Eye-Candy: Sweethearts or Sour Patch Kids?

The concept of how much is too much, or when minimal design simply becomes no design, is one of those questions that the designer of today must face. In the days of web 2.0, users were happily content with the excitement of rainbow strobe gifs, kitten pictures, web-safe fuchsia backgrounds and lime green marquee text. Now, in a more sophisticate age of the web, the user expects a certain air of quality and care in their design; an amount of precision and sophistication, substance rather than a pile of fancy bells.

The designer of today needs to revise their notions of eye-candy. A term that used to mean the colors and forms of little girl's dreams has a new model in the information age: one more subtle, but just as captivating. When a designer re-envisions eye-catching colors from neon to schemed; when they see that the placement of images creates as much of a picture as the images themselves; when they realize the layout of the content and the access is just as important as the bells and whistles the content contains; when they embrace a subtle balance of soft edges and hard lines; these design theories create the "newly renovated" definition of eye candy.

The keys to design now are a certain kind of serenity. In the past, information popped droves of colors, shapes, and movement in an attempt to catch the eye of the user. As always, a bit of attention-grabbing is a necessary component to gain an audience. Designers today though, see that the key to maintaining that audience is serenity. Much of the design needs to lie in the background, enhancing the user's experience but not distracting them from it. Creating a certain kind of relaxing quality that invites the audience to explore more of the page.

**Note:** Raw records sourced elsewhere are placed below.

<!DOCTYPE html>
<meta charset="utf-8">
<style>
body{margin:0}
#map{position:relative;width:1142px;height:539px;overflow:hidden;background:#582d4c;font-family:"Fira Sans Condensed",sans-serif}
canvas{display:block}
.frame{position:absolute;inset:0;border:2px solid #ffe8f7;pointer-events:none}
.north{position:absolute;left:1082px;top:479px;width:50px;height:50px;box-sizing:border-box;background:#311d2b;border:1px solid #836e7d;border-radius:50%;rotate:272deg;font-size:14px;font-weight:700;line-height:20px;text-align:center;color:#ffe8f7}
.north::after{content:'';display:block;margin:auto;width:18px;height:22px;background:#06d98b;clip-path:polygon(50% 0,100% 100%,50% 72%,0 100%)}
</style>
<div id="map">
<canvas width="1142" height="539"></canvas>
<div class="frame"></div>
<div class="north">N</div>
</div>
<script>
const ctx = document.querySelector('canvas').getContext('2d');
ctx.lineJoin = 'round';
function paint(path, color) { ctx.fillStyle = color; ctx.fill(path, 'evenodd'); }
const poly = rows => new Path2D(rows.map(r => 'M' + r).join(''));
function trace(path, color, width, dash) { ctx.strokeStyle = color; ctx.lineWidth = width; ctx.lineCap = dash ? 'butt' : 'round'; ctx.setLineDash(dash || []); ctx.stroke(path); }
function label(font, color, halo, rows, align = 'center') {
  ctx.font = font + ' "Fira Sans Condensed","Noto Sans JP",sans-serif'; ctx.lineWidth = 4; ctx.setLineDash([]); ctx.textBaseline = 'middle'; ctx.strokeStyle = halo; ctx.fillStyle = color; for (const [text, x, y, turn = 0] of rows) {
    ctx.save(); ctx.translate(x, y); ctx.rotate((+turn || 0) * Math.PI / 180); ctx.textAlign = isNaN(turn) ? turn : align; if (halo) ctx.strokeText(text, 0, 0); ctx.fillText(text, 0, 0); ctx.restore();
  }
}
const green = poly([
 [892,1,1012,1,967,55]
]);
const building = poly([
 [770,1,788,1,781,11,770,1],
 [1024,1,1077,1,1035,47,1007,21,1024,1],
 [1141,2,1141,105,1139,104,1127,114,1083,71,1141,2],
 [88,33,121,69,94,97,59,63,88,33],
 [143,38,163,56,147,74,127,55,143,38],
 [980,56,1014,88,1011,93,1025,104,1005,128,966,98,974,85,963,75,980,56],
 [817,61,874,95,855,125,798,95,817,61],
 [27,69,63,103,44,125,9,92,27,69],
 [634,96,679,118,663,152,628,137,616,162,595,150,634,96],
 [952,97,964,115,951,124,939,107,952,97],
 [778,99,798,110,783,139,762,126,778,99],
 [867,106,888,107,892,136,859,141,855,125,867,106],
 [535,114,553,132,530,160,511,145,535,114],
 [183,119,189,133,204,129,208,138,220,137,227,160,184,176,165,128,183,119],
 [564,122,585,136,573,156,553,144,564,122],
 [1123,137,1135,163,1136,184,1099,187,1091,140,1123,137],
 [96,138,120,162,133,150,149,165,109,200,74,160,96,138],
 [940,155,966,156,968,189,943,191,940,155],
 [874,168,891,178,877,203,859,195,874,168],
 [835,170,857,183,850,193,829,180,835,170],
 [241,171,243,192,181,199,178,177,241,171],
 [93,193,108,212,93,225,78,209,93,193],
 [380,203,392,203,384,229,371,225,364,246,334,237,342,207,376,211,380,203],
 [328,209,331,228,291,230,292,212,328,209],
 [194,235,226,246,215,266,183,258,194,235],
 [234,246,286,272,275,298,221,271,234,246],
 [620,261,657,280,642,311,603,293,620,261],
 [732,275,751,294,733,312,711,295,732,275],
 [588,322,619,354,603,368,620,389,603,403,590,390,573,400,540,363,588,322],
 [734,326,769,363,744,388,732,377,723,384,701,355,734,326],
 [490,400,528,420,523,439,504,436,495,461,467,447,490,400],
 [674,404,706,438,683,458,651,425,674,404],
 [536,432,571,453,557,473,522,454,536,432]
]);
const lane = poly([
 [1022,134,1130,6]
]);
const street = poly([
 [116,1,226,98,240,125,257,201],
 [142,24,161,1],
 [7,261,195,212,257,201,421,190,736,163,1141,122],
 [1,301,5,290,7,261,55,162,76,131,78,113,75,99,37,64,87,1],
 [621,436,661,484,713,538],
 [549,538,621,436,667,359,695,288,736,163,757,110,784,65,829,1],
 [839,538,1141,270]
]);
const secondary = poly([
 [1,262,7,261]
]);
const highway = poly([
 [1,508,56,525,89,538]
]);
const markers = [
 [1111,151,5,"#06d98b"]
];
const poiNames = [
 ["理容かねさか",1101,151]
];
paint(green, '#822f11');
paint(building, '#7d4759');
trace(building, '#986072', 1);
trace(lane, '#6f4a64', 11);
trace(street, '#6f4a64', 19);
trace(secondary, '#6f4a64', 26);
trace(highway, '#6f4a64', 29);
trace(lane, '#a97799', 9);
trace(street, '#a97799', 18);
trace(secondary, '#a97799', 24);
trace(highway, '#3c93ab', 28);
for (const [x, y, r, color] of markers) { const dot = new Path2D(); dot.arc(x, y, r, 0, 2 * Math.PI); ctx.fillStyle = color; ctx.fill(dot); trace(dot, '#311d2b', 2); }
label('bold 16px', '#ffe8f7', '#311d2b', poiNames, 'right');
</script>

Some of the best designs today are the designs that you can barely feel yourself interacting with. When the design flows effortlessly but encourages maximum use; that is a design that will captivate and maintain an audience. The simplicity of these is not in a lack of design (though some may like to say so), but rather in an understanding of the necessary components and placement with more emphasis on the balance of form and function. Some of the "simplest" designs of today are actually the most well thought out, and it is this well-disguised simplicity that can help make an amazing, captivating design.